Vorwort zu Band 16, Teil 2 B

Der vorliegende Band enthält die kommentierte Edition der überlieferten Skizzen und Entwürfe zu Schönbergs in Band 16,1 der Reihe A veröffentlichten Gurre-Liedern und bietet außerdem eine Edition der rekonstruierten Frühfassungen sämtlicher Lieder aus dem I. und II. Teil sowie dreier Lieder aus dem III. Teil.

Das Skizzenmaterial entstammt sämtlichen Phasen der vielstufigen Entstehung des Werks und weist eine dementsprechend große Zahl unterschiedlicher Erscheinungsformen auf, die von spontanen Vorentwürfen bis hin zu reinschriftartigen Partiturentwürfen reichen. Zu diesem Komplex gehört auch jene auf die wichtigsten Stimmen beschränkte zusammenhängende Verlaufsskizze des Schlußchors, deren Ausarbeitung Schönberg nach eigenem Bekunden erst kurz vor Abschluß der Partitur im November 1911 unternommen hatte.
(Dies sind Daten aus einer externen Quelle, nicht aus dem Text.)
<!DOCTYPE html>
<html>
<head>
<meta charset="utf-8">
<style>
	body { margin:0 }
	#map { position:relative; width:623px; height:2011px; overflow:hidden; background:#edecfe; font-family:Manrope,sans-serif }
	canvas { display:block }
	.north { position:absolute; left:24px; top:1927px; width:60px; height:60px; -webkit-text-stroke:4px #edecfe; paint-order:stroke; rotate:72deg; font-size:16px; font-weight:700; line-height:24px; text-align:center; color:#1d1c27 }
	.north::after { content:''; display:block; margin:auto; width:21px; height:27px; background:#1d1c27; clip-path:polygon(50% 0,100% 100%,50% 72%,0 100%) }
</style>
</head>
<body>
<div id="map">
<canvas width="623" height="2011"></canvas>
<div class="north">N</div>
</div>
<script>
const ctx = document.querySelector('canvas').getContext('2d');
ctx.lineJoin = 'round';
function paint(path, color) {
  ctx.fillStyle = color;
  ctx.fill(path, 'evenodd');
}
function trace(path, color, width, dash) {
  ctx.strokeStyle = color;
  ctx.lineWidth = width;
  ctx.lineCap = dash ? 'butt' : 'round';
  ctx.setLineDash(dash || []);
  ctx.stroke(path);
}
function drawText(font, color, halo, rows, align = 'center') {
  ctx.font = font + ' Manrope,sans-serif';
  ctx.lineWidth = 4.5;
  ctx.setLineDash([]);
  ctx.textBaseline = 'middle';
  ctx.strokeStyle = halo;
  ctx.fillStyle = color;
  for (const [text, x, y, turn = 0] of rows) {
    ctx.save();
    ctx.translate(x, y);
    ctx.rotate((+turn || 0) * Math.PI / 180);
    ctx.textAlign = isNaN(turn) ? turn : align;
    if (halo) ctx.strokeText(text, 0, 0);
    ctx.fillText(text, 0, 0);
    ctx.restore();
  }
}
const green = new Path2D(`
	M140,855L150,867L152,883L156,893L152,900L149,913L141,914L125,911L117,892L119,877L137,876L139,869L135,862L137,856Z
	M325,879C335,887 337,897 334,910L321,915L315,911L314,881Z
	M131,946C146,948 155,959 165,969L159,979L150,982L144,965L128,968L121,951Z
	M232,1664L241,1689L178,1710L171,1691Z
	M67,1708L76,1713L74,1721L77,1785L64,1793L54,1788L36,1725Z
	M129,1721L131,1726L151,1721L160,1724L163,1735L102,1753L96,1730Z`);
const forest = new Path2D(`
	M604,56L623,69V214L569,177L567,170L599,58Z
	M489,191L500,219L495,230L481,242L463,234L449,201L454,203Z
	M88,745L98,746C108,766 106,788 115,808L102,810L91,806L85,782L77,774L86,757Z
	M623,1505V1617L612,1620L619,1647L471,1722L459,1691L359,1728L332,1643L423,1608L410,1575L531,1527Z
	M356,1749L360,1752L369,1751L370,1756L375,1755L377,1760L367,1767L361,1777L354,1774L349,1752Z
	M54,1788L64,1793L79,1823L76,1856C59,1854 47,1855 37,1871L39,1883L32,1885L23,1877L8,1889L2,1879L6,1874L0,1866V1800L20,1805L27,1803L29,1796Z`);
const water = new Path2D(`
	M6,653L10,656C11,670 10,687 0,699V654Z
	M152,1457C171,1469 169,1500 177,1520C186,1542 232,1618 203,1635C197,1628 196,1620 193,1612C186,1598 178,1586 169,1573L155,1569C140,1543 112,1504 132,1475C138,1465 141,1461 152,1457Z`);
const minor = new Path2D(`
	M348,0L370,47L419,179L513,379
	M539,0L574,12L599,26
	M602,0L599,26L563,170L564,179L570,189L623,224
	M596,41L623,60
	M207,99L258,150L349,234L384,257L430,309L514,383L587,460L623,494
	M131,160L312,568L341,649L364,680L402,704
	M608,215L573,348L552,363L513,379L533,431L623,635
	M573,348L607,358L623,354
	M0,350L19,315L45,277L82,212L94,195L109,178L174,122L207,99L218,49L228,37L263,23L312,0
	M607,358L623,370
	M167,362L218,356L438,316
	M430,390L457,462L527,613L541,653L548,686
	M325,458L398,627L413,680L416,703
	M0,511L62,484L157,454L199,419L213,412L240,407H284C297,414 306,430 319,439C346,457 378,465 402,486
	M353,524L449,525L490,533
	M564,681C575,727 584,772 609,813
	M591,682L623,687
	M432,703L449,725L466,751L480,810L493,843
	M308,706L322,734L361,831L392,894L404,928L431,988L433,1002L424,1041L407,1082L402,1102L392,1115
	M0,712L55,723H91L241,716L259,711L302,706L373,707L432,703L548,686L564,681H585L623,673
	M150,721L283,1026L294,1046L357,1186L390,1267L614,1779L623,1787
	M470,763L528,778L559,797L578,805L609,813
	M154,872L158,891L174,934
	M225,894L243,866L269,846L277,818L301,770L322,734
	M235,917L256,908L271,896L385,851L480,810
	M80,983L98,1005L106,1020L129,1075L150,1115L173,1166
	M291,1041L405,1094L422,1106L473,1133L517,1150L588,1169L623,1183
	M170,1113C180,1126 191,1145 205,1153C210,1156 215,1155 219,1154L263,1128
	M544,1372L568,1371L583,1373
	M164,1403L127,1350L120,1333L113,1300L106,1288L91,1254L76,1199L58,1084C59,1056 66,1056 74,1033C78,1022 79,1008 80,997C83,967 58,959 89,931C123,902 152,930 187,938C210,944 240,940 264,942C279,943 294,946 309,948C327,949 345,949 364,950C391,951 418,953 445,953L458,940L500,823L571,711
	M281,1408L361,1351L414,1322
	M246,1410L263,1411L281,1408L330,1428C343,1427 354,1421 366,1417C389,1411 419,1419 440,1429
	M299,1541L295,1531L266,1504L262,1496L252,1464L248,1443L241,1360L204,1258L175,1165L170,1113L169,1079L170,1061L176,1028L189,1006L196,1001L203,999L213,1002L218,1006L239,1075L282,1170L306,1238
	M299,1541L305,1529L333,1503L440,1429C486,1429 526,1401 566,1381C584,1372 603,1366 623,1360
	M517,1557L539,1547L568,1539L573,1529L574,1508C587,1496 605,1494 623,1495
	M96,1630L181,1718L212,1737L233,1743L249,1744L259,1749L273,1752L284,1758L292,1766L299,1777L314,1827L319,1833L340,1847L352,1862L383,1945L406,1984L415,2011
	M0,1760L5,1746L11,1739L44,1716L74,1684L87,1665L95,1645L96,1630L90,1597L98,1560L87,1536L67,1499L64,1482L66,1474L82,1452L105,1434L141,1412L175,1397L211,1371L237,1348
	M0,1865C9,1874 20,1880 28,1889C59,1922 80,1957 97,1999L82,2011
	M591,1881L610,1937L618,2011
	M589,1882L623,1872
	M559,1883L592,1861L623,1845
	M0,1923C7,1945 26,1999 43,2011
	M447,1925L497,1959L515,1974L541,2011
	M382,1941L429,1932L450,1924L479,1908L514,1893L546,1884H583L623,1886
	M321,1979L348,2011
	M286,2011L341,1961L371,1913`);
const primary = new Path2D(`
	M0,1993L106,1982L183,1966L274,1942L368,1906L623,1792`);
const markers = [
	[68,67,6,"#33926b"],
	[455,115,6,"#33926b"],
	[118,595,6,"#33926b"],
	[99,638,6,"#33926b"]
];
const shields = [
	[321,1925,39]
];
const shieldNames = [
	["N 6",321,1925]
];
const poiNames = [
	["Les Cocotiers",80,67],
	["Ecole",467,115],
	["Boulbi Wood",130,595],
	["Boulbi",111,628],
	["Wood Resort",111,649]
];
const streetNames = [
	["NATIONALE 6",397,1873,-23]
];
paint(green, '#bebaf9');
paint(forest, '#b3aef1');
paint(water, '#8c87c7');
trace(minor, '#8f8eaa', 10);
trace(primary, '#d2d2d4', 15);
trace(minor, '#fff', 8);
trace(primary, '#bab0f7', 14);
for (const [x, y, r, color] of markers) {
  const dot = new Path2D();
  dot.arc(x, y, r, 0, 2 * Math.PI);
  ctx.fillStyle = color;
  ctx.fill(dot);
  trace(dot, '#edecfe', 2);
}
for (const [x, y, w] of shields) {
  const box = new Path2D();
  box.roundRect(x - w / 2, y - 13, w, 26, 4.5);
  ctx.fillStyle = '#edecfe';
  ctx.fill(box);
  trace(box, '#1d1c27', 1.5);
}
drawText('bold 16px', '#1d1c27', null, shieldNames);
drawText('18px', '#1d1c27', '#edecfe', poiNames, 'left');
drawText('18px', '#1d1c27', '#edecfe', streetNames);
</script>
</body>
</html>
Dabei bezieht sich der weitaus größte Teil der Skizzen auf das Melodram „Des Sommerwindes wilde Jagd“ aus dem III. Teil, dessen komplexes und vielschichtiges Stimmengewebe eine sorgfältigere Planung erforderte als etwa die in kurzer Zeit und dichter Folge komponierten Liebeslieder aus dem I. Teil, zu denen sich fast ausnahmslos Instrumentationsskizzen erhalten haben. Ein Teil der Gurre-Lieder-Skizzen entstand erst während der letzten Phase des eigentlichen Kompositionsprozesses, in der einzelne Teile des Zyklus überarbeitet, erweitert und dabei teilweise sogar ganz neu geschrieben wurden. Während einige der hiervon betroffenen Lieder in Teilen oder sogar als Ganzes durch Streichung oder Überklebung aus der erst nachträglich montierten zusammenhängenden Ersten Niederschrift ausgesondert wurden und so in ihrer ursprünglichen Gestalt erhalten blieben, hat Schönberg in den meisten Fällen die Revisionen als Korrekturen unmittelbar in das Manuskript eingetragen, so daß der Notentext der Frühfassung erst durch das Abtragen der späteren Zusätze rekonstruiert werden mußte. Die Auswahl der hier erstmals der Öffentlichkeit vorgelegten Frühfassungen beschränkt sich dabei auf diejenigen Lieder, die aufgrund der Art und der Anzahl der späteren Änderungen eine gewisse Eigenständigkeit erkennen lassen. In diesem Sinne haben sich von dem Lied „Herrgott, weißt Du, was Du tatest“, das den II. Teil der Gurre-Lieder bildet, sogar zwei Frühfassungen erhalten.

Die wichtigste Voraussetzung für die Edition der Frühfassungen, die zusammen mit den Skizzen einen tiefen Einblick in die Werkstatt des Komponisten erlauben, bestand in der Ablösung der zahlreichen, teils mehrschichtigen Überklebungen innerhalb der Ersten Niederschrift. Der Dank hierfür gebührt der Restauratorin Verena Graf, die diese heikle Aufgabe meisterhaft bewältigte, sowie dem Arnold Schönberg Center und seiner Archivarin Therese Muxeneder, das die Durchführung überhaupt erst ermöglichte.
Gedankt sei ferner Wolfgang Behrens für die Übertragung eines Großteils der Skizzen, Christian Meyer und den Mitarbeiterinnen und Mitarbeitern des Arnold Schönberg Centers, Wien für vielfache Hilfe vor Ort sowie der Snyder Collection, Maryland.